RDI and Its Impact on Future Work

RDI has been influential in three key focus areas for DG.

1. Expanded data strategy network

Through RDI we were able to develop a rich network of results-oriented development practitioners with development agencies, which has been instrumental in our data strategy thematic area. At the end of phase 2 of RDI, we received additional funding from Gates Foundation to expand the data strategy work already started and to support agencies to better use data to make decisions. We continued working with Global Affairs Canada and UK’s DFID to publish the Decision Making and Data Use Landscaping Study, which again emphasizes the need to consider a user’s role in decision making – and to leverage data to support development of sector and country-specific analysis to meet user needs. Our expanded network enabled us to facilitate several knowledge exchanges between these agencies and the Icelandic Development Agency, Swiss Development Cooperation, USAID, MCC, UNICEF, and SIDA. We continue to make these linkages between practitioners and facilitate cross-agency learning, and have recently supported multiple agencies and INGOs in developing internal data strategies.

2. Expanded policy work

The lessons we learned through RDI built on our prior fifteen years of project work, and enabled us to test and refine feedback from DG programming into policy papers, guidance, and strategy and to disseminate them with the development community. During the course of RDI, we published the white paper Understanding Data Use and Managing for Feminist Results, which outlines the challenges and opportunities that development agencies may face when adopting new policies, and provides an overview of how other development agencies can integrate a feminist lens into their M&E frameworks. Our policy engagement also included working with the OECD Development Cooperation Directorate on research into the use of the Sustainable Development Goals (SDGs) as a shared results framework between development cooperation providers and partner countries. In addition, we led a closed-door consultation around measuring feminist international assistance policies with representatives from Global Affairs Canada, the embassies of the United Kingdom and Australia, the Millennium Challenge Corporation, Oxfam, Publish What You Fund, the International Center for Research on Women, Data2x, Cooper/Smith, the Center for Global Development, and the Council on Foreign Relations.

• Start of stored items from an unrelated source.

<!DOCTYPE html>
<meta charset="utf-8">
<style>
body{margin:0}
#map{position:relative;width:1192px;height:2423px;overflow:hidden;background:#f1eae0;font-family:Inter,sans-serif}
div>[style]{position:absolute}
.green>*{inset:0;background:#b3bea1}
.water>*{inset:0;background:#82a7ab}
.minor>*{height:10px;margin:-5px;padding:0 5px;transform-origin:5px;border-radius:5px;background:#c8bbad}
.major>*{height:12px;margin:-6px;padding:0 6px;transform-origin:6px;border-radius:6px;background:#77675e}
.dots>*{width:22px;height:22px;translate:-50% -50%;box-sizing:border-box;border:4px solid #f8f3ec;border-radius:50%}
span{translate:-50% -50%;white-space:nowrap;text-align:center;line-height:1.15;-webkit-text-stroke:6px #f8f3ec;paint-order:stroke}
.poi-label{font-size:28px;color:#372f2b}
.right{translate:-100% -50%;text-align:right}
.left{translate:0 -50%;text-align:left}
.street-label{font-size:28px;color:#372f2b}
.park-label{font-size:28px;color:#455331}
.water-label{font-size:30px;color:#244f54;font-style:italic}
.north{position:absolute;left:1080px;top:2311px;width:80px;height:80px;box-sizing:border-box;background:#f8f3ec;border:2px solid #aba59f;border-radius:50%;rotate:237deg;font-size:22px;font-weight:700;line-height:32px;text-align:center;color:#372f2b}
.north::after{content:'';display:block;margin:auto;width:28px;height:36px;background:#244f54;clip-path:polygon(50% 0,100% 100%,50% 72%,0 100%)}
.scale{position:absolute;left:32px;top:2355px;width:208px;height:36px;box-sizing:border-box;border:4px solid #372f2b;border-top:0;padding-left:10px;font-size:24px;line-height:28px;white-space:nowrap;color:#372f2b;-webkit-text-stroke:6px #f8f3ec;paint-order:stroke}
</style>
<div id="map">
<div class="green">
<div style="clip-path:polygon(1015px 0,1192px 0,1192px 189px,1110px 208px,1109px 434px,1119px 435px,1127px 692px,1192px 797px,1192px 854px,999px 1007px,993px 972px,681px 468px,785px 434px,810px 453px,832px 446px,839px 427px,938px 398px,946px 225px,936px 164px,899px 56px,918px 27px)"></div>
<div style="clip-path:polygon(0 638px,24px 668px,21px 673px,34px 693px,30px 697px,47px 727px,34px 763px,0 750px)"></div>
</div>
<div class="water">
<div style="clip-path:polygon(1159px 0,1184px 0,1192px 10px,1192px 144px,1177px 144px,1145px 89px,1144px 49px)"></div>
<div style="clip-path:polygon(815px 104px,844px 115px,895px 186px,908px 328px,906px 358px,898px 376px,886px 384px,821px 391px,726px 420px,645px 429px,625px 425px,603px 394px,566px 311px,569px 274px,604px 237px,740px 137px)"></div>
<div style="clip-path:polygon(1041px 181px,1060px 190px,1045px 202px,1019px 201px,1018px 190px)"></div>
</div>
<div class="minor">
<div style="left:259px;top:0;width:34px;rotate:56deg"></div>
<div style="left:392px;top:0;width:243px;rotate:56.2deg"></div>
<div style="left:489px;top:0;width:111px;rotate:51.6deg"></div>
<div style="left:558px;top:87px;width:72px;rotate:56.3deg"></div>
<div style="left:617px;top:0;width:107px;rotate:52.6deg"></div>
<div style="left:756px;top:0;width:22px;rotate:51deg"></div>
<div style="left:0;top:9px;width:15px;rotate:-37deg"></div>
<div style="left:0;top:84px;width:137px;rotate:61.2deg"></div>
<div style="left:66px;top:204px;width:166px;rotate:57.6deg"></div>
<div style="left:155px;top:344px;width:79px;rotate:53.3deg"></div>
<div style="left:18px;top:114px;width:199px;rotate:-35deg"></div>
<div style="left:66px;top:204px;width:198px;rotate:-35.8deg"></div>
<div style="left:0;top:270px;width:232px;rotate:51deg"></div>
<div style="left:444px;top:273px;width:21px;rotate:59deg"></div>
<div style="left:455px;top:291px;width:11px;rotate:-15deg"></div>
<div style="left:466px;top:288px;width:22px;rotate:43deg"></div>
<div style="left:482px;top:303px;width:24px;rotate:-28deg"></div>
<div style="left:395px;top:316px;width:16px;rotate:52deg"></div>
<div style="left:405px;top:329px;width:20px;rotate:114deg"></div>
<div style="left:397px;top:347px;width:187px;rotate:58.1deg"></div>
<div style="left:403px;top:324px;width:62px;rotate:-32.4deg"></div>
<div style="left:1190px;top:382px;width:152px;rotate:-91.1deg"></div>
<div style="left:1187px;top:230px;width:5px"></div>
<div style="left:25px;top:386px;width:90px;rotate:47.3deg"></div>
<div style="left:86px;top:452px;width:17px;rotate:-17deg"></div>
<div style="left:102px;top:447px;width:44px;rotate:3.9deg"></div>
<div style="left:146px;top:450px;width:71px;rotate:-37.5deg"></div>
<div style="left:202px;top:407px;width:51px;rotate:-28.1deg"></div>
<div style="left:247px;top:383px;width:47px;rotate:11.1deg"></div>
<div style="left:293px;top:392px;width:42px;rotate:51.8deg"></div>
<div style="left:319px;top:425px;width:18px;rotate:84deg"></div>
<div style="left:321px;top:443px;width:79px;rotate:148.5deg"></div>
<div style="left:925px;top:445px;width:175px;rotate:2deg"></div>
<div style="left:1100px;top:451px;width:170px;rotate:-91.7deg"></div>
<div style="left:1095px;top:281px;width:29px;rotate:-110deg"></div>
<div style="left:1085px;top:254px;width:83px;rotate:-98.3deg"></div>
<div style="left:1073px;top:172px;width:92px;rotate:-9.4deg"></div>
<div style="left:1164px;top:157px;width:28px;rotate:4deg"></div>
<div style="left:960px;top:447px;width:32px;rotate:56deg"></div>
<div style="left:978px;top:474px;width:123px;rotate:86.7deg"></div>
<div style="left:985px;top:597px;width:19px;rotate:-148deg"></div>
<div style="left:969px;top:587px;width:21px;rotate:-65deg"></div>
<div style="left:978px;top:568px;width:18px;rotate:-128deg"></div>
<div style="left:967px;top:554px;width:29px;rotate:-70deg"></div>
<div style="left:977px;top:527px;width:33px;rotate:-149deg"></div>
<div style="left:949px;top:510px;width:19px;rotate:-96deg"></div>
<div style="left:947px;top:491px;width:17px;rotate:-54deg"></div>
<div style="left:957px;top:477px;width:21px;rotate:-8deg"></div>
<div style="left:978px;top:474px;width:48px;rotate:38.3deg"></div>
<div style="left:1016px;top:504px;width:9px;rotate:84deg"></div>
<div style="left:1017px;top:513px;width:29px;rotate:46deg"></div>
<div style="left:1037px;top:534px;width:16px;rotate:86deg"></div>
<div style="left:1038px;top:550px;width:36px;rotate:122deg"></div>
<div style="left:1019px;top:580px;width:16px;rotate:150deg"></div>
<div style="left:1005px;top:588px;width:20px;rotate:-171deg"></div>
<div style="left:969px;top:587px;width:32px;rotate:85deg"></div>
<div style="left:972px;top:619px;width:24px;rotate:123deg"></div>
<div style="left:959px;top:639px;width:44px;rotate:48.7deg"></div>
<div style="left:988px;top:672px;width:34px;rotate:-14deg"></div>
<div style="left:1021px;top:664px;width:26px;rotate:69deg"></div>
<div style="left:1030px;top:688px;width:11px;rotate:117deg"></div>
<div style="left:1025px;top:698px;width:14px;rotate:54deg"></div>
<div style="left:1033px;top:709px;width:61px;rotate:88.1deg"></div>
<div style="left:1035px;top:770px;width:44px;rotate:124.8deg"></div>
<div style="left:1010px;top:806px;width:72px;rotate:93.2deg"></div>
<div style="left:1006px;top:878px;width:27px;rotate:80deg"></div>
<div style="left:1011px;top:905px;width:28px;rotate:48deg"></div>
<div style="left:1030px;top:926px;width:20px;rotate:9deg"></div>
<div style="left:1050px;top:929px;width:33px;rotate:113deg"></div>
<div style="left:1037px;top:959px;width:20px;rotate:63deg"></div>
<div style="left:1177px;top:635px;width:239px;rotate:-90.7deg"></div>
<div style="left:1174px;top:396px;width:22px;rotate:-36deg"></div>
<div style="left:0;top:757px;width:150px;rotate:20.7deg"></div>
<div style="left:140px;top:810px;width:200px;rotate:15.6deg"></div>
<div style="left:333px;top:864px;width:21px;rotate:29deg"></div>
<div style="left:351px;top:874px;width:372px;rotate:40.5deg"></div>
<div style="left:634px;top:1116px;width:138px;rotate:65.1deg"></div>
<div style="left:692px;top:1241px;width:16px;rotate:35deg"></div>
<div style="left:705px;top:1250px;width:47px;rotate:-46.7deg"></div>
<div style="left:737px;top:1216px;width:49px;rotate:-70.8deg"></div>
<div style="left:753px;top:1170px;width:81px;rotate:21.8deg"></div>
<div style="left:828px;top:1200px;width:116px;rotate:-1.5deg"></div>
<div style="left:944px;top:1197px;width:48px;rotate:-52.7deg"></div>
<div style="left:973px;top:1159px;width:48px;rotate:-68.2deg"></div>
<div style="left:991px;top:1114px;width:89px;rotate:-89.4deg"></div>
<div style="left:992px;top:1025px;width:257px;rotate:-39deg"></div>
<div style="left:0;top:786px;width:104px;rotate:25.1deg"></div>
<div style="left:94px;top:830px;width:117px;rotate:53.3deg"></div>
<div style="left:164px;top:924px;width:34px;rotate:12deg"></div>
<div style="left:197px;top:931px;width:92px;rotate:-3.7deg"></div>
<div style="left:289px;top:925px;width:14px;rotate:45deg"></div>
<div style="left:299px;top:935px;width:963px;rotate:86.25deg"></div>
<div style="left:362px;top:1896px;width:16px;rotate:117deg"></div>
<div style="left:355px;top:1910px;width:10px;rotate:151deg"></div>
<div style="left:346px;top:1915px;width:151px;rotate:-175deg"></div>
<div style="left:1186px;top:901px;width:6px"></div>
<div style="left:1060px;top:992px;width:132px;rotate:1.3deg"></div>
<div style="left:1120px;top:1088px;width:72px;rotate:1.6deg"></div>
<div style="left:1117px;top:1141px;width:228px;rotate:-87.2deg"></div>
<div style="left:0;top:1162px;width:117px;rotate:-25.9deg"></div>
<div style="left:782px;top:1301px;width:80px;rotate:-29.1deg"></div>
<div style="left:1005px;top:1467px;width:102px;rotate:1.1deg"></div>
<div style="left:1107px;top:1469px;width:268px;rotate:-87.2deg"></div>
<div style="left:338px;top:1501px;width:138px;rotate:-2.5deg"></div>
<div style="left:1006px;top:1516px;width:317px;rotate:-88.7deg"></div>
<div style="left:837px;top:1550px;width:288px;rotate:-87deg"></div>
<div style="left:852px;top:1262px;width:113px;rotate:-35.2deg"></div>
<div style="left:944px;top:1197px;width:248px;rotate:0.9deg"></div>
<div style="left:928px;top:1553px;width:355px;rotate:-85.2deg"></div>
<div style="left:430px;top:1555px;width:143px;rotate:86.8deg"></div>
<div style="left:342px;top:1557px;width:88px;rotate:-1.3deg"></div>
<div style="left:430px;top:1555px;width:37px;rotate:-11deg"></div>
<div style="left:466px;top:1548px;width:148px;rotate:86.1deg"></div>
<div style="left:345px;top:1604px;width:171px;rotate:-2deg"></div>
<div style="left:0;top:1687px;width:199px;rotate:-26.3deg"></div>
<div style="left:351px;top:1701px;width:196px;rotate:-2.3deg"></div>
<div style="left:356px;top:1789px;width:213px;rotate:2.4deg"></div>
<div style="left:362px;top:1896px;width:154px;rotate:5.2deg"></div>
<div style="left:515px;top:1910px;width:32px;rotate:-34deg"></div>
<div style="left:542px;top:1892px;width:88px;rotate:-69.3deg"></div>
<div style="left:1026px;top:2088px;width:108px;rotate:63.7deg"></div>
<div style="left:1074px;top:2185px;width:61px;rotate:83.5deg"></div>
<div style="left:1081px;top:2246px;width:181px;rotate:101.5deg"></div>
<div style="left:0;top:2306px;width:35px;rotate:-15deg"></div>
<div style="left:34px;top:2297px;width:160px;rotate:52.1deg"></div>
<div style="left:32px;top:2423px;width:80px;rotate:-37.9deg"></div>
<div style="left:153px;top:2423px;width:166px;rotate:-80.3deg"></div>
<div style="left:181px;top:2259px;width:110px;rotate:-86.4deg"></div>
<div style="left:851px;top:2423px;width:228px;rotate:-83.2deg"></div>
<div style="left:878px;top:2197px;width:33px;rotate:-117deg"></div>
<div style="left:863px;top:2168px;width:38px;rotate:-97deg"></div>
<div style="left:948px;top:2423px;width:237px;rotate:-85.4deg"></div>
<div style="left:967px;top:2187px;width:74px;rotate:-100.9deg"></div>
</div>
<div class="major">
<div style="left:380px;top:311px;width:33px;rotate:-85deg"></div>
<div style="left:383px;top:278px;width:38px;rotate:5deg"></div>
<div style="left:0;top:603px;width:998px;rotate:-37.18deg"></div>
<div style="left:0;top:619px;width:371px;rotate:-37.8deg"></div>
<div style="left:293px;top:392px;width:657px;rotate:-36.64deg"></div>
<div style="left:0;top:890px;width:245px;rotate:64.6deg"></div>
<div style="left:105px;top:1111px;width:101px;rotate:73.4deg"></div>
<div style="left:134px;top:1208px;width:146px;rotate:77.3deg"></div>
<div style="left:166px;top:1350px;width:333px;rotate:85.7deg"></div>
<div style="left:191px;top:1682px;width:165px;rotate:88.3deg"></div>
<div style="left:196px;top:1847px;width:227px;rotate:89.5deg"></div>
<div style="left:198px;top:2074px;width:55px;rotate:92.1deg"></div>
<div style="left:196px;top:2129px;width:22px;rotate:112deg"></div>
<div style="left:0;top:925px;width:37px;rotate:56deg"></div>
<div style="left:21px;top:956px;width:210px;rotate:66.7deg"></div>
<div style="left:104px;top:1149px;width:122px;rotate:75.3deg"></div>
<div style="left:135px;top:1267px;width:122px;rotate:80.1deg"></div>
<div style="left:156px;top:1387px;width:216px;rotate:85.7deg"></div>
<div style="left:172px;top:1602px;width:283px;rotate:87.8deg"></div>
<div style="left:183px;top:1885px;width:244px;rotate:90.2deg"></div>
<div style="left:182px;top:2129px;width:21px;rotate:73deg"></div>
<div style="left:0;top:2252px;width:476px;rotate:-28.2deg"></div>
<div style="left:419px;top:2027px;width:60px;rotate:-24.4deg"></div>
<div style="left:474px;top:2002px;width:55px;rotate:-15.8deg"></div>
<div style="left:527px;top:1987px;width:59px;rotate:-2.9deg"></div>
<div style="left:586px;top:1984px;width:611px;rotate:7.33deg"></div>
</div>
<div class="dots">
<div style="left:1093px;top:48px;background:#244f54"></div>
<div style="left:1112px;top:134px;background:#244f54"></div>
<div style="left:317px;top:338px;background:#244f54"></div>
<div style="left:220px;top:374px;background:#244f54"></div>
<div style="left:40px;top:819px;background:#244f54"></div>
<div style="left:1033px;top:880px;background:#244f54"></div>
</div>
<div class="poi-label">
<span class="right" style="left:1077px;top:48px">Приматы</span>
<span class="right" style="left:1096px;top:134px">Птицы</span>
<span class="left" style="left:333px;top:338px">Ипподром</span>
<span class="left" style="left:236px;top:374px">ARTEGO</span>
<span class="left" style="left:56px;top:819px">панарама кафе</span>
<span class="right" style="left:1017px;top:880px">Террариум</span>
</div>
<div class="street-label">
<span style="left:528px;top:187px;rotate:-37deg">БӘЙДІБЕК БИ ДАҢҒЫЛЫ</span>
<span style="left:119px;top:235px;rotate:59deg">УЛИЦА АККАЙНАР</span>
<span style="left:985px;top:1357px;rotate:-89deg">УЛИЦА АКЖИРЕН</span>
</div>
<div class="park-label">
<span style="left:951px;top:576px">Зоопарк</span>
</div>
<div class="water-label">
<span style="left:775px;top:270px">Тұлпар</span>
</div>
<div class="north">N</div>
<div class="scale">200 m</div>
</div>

3. Refined co-design strategies

RDI allowed us to experiment with methods for co-design and co-creating, ultimately to develop tools that meet the end-users’ actual needs. While refining our co-design process, we adapted our approach and learned several valuable lessons on how to link the tools we develop with the end-users’ needs for decision-making. In Malawi for example, we developed a data ecosystem map using CALM, which provides a comprehensive picture of the Malawi agriculture sector, highlighting which data are currently gathered and used by which actors. Once we had a full picture of the ecosystem, we used it co-design the Conceptual Framework For the National Agriculture Management Information System (NAMIS) with the government of Malawi

We’re Still Learning

Looking back on the last five years of evolution resulting from RDI, it is clear that the program was a perfect fit for DG’s extensive background in aid effectiveness, open data, and our organizational culture of learning. It allowed us to reflect on how we practice technical development and support our partners use data for decision making. Although the RDI grant has technically come to end, its impact on our work continues, and the culture of learning and adapting at DG is as strong as ever.